Information below:

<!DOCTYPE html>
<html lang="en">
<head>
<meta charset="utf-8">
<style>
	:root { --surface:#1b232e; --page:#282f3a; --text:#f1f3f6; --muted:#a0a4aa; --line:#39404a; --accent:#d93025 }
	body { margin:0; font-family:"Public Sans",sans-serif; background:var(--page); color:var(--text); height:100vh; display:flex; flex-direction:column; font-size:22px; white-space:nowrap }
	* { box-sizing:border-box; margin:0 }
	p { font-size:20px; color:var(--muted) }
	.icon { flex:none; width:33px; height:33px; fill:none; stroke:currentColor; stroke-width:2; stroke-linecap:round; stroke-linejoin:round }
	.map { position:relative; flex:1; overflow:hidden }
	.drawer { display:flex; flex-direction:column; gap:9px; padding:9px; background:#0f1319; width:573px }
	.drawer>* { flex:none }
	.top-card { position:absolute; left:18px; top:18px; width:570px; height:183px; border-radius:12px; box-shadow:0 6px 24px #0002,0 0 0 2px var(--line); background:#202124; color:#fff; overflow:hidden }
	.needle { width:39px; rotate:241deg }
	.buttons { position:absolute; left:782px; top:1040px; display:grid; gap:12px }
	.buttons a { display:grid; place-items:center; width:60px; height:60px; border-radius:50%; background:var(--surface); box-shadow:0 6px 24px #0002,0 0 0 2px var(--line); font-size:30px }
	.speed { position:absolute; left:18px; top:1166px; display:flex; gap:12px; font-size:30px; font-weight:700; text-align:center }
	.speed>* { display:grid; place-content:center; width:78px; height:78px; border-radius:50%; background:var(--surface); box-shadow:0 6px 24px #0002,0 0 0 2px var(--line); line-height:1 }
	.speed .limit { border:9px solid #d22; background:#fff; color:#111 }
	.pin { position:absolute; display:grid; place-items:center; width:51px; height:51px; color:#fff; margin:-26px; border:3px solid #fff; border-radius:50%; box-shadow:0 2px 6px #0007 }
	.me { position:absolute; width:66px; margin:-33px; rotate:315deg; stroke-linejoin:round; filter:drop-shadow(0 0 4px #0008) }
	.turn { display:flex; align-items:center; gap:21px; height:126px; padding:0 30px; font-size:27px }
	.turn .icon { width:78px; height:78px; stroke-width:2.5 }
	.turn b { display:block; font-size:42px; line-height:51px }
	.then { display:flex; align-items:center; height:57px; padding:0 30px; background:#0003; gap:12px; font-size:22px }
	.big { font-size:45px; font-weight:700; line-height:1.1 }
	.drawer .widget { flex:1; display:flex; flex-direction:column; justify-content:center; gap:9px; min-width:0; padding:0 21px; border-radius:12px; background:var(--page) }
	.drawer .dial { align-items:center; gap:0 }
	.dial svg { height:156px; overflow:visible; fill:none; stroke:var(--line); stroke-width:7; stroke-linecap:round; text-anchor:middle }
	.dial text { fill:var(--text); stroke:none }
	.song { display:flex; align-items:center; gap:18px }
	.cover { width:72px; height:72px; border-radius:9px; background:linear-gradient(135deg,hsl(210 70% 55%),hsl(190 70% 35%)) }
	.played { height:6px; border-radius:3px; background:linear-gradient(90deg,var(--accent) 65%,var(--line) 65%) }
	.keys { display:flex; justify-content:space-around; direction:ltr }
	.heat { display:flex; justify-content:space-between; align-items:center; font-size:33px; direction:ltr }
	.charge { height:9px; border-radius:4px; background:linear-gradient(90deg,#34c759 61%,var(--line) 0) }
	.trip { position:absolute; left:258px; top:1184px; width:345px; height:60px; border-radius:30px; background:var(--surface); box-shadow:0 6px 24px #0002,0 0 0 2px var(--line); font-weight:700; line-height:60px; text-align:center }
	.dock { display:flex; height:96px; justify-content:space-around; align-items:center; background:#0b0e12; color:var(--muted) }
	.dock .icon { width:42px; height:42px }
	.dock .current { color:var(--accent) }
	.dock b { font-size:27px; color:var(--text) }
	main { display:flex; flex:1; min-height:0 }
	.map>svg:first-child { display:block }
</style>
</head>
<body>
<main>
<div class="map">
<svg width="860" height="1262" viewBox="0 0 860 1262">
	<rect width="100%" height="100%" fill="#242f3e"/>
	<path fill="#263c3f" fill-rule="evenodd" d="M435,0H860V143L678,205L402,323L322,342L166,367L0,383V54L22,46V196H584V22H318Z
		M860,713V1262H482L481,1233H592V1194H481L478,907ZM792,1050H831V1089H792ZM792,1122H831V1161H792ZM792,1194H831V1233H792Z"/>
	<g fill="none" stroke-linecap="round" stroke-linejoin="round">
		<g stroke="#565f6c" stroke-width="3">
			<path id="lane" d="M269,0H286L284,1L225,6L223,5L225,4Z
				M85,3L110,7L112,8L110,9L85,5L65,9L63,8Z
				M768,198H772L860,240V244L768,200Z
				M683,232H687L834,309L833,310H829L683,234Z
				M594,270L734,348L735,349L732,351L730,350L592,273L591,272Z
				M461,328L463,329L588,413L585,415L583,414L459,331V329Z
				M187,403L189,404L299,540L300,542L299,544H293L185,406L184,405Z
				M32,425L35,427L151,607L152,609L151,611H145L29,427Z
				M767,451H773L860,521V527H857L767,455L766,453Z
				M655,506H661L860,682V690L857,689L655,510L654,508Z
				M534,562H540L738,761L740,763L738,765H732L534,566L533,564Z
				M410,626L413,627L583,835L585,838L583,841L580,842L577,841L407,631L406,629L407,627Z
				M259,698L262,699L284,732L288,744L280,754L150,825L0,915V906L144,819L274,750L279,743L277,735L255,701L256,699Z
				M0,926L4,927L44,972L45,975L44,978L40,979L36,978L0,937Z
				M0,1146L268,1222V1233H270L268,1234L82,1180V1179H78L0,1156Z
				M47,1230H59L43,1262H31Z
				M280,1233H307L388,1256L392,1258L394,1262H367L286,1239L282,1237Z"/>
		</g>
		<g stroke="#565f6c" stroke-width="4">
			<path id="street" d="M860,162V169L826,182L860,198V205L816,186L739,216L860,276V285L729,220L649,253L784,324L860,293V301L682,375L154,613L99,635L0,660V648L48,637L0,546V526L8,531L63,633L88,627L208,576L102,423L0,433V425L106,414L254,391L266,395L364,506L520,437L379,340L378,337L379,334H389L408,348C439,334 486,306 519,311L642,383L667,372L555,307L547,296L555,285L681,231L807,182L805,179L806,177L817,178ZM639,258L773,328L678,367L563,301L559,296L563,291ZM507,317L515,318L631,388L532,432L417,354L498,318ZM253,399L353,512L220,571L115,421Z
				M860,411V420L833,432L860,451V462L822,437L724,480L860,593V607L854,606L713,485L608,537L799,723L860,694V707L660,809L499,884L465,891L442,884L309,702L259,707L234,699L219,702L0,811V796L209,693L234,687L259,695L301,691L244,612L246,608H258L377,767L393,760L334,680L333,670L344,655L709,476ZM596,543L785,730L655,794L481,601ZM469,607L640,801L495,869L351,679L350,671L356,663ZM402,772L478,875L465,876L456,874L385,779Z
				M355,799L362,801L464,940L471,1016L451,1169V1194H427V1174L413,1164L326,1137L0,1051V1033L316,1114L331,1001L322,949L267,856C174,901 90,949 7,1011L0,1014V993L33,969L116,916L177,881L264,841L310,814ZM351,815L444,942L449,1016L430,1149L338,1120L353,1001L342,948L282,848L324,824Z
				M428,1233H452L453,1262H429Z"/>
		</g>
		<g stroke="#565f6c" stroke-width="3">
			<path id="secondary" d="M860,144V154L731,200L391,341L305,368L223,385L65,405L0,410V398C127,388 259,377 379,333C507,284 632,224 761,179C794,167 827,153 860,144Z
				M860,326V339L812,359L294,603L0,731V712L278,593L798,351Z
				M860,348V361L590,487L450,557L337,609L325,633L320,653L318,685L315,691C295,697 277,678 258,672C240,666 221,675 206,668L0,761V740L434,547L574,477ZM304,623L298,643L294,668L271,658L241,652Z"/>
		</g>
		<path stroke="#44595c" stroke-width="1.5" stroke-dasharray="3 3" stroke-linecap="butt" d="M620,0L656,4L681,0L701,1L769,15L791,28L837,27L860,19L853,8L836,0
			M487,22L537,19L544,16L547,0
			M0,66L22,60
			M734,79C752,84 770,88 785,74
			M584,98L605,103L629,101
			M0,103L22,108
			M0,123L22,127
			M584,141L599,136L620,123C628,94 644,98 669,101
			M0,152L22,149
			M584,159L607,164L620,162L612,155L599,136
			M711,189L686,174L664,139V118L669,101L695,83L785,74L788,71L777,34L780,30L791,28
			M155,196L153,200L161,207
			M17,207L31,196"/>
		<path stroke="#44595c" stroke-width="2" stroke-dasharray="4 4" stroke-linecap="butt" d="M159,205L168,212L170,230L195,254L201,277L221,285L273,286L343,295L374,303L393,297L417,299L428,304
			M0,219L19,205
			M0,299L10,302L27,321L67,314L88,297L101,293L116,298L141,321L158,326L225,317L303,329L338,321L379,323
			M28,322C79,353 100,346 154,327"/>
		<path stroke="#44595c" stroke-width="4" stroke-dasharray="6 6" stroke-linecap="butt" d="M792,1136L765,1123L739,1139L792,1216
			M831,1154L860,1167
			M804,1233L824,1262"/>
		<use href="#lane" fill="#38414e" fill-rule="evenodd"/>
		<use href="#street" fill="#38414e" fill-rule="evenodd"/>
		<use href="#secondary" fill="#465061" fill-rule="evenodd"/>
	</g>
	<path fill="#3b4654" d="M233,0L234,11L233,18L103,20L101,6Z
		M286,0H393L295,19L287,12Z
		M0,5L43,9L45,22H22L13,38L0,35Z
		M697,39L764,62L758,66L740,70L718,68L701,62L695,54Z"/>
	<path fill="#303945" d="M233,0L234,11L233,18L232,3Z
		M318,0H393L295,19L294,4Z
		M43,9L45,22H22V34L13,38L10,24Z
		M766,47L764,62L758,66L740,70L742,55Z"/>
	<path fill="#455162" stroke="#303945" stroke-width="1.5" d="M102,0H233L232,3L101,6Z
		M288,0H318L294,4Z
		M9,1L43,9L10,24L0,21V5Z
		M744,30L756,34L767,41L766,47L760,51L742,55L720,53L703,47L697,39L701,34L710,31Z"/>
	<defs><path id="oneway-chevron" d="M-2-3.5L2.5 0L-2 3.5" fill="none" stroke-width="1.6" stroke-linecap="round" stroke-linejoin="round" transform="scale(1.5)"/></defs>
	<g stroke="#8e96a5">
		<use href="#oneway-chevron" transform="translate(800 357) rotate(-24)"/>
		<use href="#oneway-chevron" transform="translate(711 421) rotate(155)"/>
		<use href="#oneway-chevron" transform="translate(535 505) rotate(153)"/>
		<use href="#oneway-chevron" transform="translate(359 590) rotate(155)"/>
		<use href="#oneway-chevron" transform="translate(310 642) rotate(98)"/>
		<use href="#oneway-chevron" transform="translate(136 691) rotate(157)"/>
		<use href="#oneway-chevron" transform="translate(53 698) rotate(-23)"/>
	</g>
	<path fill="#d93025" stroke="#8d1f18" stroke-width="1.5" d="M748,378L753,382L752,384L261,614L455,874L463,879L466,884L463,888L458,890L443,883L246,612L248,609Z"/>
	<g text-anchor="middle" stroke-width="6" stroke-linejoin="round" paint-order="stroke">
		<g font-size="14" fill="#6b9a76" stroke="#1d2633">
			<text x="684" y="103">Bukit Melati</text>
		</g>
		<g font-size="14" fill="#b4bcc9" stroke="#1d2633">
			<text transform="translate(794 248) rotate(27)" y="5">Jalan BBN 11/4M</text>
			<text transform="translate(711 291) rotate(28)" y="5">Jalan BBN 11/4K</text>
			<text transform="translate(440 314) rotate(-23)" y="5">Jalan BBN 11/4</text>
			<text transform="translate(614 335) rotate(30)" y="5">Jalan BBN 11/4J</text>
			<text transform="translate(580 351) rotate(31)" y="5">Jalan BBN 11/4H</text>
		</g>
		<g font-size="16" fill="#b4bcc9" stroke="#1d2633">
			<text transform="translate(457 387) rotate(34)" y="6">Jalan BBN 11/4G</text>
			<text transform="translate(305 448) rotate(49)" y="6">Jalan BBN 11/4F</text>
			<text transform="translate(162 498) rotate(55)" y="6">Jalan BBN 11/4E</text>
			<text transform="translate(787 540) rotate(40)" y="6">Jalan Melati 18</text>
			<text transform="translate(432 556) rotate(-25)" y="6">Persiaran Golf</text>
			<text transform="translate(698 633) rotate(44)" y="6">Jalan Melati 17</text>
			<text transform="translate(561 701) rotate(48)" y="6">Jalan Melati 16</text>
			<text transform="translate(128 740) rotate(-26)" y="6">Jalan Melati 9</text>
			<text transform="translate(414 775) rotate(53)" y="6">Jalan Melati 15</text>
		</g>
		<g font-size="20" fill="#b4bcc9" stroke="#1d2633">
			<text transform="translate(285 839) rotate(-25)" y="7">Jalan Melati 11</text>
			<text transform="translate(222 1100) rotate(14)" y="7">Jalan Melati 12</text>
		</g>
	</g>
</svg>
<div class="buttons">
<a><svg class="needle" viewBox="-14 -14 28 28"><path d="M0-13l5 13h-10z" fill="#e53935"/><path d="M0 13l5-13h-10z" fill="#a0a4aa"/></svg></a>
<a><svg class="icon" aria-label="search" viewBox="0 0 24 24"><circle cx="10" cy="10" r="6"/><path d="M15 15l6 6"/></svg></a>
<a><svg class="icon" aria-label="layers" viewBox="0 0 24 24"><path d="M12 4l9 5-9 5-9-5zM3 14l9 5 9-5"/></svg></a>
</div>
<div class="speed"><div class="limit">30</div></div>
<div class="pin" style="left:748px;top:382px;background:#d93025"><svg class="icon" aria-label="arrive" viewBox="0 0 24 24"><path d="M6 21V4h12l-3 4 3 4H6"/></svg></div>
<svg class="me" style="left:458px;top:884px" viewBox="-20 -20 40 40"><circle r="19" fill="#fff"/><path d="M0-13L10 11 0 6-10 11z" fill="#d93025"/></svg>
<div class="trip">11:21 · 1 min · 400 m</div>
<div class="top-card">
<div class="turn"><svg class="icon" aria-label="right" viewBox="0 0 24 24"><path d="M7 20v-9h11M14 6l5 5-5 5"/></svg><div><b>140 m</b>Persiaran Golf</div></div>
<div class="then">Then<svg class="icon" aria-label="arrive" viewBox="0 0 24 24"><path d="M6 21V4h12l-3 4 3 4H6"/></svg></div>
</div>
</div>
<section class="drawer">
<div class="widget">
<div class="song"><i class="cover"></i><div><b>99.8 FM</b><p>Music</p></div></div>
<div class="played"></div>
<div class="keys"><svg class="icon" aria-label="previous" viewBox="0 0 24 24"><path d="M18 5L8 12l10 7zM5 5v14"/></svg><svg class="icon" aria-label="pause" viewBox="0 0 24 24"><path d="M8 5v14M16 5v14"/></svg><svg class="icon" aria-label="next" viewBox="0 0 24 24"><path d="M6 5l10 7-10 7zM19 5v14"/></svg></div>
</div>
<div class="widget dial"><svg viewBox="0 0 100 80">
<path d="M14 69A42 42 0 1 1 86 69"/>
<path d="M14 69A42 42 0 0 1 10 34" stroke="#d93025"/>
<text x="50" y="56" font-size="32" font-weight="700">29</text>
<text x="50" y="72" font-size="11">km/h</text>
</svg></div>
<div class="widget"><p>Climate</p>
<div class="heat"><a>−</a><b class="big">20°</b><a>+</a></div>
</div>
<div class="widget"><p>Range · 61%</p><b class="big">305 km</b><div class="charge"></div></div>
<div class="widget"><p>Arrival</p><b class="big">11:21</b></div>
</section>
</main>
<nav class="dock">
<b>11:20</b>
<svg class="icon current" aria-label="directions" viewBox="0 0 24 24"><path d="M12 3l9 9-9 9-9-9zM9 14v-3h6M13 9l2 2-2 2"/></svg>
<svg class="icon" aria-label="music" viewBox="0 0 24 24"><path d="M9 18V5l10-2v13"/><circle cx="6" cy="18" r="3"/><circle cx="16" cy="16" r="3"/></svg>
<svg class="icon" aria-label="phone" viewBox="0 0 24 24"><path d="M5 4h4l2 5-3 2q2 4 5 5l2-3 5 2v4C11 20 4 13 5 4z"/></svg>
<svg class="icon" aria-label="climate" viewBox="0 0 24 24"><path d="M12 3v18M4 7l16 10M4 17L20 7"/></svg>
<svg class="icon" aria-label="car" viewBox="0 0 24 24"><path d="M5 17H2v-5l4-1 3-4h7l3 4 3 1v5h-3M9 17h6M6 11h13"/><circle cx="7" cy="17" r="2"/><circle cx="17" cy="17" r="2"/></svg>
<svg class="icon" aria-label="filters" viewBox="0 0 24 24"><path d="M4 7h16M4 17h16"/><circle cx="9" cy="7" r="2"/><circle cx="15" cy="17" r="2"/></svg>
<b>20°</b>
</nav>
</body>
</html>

End of Information.

◆ **Your task**
From the line that has "background:var(--page); color:var(--text); height:100vh;" through the line that has "border:9px solid #d22;", copy every line exactly as it appears above, and leave out all others.

◆ **Completed exercise**
	body { margin:0; font-family:"Public Sans",sans-serif; background:var(--page); color:var(--text); height:100vh; display:flex; flex-direction:column; font-size:22px; white-space:nowrap }
	* { box-sizing:border-box; margin:0 }
	p { font-size:20px; color:var(--muted) }
	.icon { flex:none; width:33px; height:33px; fill:none; stroke:currentColor; stroke-width:2; stroke-linecap:round; stroke-linejoin:round }
	.map { position:relative; flex:1; overflow:hidden }
	.drawer { display:flex; flex-direction:column; gap:9px; padding:9px; background:#0f1319; width:573px }
	.drawer>* { flex:none }
	.top-card { position:absolute; left:18px; top:18px; width:570px; height:183px; border-radius:12px; box-shadow:0 6px 24px #0002,0 0 0 2px var(--line); background:#202124; color:#fff; overflow:hidden }
	.needle { width:39px; rotate:241deg }
	.buttons { position:absolute; left:782px; top:1040px; display:grid; gap:12px }
	.buttons a { display:grid; place-items:center; width:60px; height:60px; border-radius:50%; background:var(--surface); box-shadow:0 6px 24px #0002,0 0 0 2px var(--line); font-size:30px }
	.speed { position:absolute; left:18px; top:1166px; display:flex; gap:12px; font-size:30px; font-weight:700; text-align:center }
	.speed>* { display:grid; place-content:center; width:78px; height:78px; border-radius:50%; background:var(--surface); box-shadow:0 6px 24px #0002,0 0 0 2px var(--line); line-height:1 }
	.speed .limit { border:9px solid #d22; background:#fff; color:#111 }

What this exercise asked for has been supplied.